◆ What is required:
Filter this listing down to the lines that contain the word "white", and copy them.

--------------------

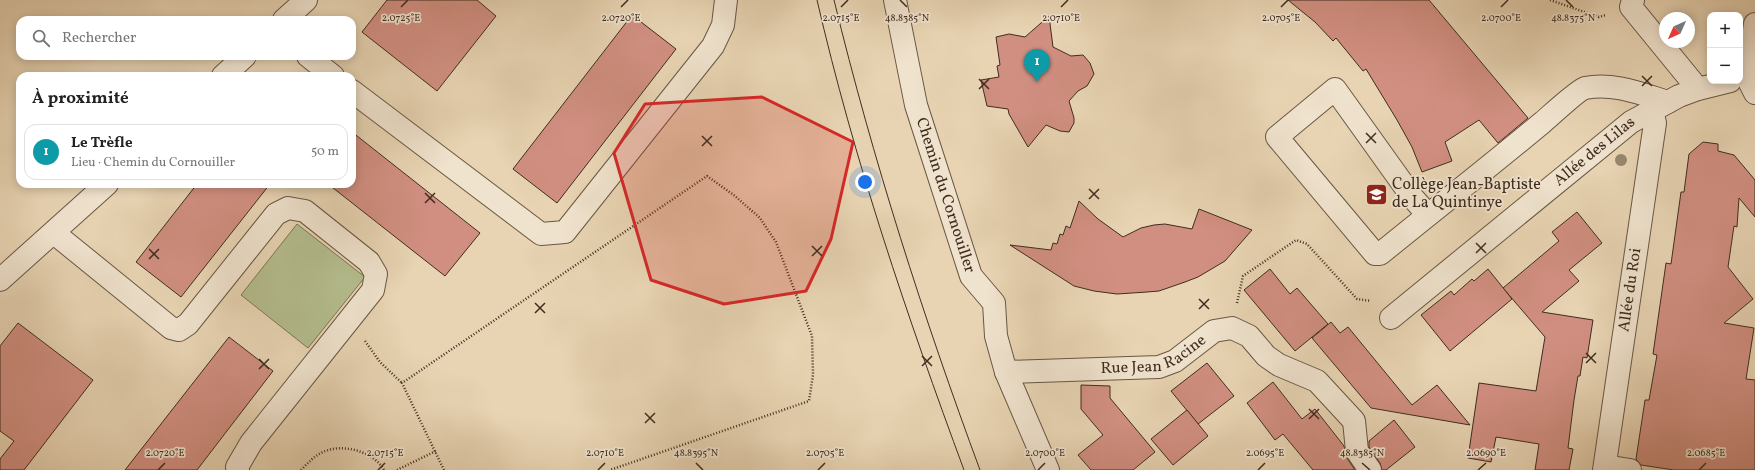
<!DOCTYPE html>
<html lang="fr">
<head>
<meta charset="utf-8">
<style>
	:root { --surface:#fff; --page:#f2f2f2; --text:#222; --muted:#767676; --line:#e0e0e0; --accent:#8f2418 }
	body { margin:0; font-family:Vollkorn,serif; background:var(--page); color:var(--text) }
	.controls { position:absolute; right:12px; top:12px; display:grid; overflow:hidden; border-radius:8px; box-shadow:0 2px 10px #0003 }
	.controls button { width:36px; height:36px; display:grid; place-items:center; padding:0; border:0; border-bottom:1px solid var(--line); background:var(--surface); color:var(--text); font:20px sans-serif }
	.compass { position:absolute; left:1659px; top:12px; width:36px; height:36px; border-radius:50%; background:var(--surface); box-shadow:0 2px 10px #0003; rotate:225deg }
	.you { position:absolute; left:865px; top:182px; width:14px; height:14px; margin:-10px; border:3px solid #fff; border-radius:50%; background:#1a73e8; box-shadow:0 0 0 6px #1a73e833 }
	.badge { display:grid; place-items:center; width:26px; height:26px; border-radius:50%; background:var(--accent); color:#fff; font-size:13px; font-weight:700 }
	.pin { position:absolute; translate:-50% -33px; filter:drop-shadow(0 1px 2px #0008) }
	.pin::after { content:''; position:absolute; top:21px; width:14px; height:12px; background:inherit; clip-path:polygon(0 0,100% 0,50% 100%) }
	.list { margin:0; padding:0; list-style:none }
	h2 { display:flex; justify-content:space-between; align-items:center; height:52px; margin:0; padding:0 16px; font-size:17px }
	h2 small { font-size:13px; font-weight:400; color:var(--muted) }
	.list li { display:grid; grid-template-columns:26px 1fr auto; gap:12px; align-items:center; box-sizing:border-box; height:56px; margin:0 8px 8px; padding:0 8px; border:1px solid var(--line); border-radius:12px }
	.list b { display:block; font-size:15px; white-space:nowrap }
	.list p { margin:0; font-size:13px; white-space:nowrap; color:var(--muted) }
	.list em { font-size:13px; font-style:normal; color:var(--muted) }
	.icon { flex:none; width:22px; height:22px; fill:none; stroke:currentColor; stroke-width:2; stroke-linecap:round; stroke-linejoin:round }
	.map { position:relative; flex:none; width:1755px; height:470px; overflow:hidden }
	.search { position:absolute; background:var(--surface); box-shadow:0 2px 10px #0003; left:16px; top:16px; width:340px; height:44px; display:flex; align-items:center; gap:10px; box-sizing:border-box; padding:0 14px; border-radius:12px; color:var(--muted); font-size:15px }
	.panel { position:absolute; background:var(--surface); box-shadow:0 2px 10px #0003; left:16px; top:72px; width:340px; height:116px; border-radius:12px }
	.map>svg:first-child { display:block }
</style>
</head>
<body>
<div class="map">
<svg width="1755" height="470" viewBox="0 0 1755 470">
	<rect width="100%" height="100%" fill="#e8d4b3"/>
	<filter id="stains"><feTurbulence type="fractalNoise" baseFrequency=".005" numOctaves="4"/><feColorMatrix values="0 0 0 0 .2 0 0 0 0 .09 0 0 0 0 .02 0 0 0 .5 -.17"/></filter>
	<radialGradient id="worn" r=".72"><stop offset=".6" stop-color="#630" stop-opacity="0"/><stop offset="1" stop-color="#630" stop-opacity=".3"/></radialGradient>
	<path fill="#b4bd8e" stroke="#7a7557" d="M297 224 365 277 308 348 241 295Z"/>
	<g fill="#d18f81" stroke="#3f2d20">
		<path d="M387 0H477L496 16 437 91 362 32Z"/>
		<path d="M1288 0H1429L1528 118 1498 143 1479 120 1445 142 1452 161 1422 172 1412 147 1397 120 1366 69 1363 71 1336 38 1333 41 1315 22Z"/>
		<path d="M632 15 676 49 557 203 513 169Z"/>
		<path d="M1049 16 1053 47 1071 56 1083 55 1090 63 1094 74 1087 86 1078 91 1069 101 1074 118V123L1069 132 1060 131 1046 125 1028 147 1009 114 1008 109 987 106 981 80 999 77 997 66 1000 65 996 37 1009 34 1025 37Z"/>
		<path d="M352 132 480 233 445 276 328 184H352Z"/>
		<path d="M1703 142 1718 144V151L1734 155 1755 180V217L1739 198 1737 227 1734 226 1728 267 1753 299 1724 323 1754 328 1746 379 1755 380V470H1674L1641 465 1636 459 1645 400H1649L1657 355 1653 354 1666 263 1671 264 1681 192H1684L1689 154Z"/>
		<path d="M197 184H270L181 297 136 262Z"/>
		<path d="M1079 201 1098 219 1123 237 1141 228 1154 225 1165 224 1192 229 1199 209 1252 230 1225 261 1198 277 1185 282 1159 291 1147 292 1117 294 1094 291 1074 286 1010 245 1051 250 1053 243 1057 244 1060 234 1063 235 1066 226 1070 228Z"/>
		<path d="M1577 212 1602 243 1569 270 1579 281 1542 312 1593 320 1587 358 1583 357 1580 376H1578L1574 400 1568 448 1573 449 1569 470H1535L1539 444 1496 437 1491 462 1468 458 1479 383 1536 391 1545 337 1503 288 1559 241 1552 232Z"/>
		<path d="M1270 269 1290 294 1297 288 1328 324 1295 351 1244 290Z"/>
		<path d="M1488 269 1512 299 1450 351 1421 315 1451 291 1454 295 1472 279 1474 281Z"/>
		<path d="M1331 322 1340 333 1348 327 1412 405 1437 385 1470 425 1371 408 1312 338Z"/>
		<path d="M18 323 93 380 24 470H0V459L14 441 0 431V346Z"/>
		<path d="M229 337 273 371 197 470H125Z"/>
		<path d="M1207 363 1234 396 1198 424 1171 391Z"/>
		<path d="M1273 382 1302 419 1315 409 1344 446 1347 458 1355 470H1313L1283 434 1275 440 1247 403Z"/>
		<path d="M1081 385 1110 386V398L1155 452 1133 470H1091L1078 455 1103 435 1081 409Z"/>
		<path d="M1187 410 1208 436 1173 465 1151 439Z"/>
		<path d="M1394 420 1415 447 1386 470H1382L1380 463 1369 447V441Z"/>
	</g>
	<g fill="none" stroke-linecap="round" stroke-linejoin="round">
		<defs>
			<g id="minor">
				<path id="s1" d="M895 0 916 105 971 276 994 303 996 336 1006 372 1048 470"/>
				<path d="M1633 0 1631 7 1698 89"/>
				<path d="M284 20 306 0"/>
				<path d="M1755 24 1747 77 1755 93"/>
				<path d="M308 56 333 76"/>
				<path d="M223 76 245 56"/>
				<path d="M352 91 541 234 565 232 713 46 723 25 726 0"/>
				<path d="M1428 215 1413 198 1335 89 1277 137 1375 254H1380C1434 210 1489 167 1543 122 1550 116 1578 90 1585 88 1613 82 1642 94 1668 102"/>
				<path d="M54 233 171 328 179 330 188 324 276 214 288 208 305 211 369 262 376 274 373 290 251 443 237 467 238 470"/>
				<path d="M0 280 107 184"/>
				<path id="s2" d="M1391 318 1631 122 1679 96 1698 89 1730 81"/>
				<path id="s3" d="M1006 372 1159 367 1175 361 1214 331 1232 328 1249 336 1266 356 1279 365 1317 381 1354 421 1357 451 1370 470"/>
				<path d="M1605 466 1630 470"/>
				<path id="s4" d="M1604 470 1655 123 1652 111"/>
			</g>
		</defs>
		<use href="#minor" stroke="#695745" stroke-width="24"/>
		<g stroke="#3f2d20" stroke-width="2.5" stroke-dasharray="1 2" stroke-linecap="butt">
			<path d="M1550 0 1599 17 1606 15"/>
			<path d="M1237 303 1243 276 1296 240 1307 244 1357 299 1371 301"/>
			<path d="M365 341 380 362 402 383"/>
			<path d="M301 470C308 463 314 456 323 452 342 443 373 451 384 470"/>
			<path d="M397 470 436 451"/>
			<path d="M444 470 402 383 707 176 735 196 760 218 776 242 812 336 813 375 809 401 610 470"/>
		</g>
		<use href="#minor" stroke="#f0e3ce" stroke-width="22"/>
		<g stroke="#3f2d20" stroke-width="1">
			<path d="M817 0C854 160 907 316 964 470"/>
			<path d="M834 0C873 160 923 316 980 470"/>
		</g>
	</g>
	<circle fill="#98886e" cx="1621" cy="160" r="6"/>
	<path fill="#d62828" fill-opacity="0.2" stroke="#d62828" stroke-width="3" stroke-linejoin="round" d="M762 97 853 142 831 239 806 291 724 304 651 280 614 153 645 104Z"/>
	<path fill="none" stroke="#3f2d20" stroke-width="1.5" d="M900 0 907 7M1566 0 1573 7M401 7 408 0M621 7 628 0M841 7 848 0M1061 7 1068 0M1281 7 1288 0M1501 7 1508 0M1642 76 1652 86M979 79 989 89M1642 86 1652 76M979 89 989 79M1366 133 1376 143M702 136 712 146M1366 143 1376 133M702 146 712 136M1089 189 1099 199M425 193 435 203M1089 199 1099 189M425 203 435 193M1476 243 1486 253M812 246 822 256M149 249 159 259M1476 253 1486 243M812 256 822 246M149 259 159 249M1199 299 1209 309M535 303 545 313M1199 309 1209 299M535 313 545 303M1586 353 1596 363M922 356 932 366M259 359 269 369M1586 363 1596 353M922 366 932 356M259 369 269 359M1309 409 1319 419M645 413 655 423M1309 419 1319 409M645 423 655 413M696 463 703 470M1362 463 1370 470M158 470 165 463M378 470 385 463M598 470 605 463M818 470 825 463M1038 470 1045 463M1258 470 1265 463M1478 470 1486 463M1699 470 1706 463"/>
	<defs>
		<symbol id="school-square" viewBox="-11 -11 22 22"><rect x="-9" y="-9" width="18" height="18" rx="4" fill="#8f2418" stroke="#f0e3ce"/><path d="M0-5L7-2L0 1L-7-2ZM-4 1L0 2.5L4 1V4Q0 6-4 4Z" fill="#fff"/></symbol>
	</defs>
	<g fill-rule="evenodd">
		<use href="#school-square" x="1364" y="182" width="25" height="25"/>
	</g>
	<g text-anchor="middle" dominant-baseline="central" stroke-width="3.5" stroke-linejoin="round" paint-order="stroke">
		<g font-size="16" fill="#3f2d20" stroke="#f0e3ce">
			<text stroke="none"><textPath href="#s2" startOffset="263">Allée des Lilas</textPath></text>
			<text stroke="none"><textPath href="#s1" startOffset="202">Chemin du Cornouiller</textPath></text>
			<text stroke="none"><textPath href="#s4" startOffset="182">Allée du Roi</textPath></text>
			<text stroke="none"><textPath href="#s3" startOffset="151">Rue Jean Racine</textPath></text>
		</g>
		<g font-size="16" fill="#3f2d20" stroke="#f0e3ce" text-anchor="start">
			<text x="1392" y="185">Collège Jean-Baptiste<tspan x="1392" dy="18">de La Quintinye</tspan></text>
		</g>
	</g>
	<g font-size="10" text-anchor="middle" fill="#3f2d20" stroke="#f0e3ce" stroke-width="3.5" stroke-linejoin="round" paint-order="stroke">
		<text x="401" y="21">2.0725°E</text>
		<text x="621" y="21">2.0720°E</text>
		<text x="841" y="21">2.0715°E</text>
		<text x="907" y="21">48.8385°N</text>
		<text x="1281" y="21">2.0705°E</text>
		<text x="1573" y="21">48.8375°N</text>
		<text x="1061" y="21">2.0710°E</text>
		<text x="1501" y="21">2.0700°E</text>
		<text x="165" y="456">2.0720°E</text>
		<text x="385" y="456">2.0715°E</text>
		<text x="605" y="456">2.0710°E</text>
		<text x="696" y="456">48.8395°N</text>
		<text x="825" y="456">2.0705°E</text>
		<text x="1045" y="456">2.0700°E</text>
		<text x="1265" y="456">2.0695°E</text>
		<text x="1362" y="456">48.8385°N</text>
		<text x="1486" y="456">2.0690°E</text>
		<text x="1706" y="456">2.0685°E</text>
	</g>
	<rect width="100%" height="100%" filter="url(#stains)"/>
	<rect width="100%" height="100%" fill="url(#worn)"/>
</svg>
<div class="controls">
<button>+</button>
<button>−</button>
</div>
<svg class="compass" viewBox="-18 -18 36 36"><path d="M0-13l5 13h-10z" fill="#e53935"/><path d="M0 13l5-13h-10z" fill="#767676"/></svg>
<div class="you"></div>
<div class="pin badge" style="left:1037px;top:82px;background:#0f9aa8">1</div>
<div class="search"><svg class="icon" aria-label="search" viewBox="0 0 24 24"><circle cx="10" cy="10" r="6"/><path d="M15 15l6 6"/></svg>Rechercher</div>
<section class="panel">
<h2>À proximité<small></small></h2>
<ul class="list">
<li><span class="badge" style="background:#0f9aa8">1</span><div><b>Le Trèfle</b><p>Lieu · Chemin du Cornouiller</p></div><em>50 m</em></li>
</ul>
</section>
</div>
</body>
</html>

--------------------

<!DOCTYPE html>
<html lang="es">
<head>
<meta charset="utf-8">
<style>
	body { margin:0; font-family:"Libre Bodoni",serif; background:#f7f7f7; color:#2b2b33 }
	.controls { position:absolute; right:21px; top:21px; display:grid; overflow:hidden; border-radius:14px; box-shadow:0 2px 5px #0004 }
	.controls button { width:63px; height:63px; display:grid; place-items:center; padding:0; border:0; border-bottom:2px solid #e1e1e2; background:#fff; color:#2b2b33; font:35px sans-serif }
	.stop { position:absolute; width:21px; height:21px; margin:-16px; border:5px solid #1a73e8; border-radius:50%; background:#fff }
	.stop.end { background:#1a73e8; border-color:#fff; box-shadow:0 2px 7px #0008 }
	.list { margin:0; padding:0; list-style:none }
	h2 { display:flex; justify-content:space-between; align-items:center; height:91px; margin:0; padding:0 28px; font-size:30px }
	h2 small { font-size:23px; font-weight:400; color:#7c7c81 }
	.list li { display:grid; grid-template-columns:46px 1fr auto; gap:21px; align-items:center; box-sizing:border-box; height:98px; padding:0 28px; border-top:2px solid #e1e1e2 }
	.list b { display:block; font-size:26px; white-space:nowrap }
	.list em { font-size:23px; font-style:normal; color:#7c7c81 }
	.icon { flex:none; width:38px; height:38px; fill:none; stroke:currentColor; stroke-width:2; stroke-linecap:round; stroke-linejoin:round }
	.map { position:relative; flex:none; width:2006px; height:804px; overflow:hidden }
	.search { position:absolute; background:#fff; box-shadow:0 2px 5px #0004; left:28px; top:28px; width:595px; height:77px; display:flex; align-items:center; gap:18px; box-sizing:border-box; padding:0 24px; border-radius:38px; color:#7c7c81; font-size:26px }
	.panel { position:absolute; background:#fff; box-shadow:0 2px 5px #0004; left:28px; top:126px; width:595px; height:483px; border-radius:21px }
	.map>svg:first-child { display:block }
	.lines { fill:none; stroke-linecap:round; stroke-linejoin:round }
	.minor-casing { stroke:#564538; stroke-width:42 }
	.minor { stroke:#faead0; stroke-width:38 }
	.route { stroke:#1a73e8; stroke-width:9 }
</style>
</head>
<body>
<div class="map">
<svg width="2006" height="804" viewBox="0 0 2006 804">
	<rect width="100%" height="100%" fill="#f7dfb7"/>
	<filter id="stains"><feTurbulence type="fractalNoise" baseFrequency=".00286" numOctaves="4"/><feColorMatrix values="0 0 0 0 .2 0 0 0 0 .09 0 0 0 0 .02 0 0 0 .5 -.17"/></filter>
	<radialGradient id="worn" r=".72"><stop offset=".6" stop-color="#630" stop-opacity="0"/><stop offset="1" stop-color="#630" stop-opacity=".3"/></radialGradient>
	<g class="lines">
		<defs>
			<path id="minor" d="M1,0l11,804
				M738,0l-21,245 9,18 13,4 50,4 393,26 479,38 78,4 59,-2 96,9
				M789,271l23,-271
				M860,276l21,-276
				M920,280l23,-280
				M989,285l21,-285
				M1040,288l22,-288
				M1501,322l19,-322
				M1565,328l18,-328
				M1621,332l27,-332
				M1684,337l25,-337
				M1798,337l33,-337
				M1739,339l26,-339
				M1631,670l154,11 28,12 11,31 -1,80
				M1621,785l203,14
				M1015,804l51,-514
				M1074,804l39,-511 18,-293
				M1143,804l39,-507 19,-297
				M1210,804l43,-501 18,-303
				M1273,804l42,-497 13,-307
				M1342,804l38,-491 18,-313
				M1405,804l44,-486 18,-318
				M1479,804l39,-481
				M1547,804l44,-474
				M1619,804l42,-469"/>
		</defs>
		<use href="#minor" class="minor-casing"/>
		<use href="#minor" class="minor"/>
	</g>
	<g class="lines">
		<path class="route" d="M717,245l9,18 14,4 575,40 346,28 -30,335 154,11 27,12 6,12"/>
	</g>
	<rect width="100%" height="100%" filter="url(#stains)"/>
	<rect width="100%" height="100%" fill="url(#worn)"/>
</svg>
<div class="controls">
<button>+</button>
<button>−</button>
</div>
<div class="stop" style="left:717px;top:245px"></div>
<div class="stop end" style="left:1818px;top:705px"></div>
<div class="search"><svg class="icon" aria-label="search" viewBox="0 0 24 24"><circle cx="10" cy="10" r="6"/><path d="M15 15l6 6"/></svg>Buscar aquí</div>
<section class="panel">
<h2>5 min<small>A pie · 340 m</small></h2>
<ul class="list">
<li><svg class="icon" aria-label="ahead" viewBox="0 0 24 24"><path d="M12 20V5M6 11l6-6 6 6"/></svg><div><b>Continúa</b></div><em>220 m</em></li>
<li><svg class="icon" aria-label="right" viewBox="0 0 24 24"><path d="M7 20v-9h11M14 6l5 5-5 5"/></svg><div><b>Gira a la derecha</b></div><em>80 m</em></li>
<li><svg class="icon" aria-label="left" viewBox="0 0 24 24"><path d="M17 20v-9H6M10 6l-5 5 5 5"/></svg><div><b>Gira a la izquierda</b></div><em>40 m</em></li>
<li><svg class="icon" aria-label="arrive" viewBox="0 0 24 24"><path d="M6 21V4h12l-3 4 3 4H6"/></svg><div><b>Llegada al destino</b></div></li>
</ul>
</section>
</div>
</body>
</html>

--------------------

◆ Written answer:
	.list b { display:block; font-size:15px; white-space:nowrap }
	.list p { margin:0; font-size:13px; white-space:nowrap; color:var(--muted) }
	.list b { display:block; font-size:26px; white-space:nowrap }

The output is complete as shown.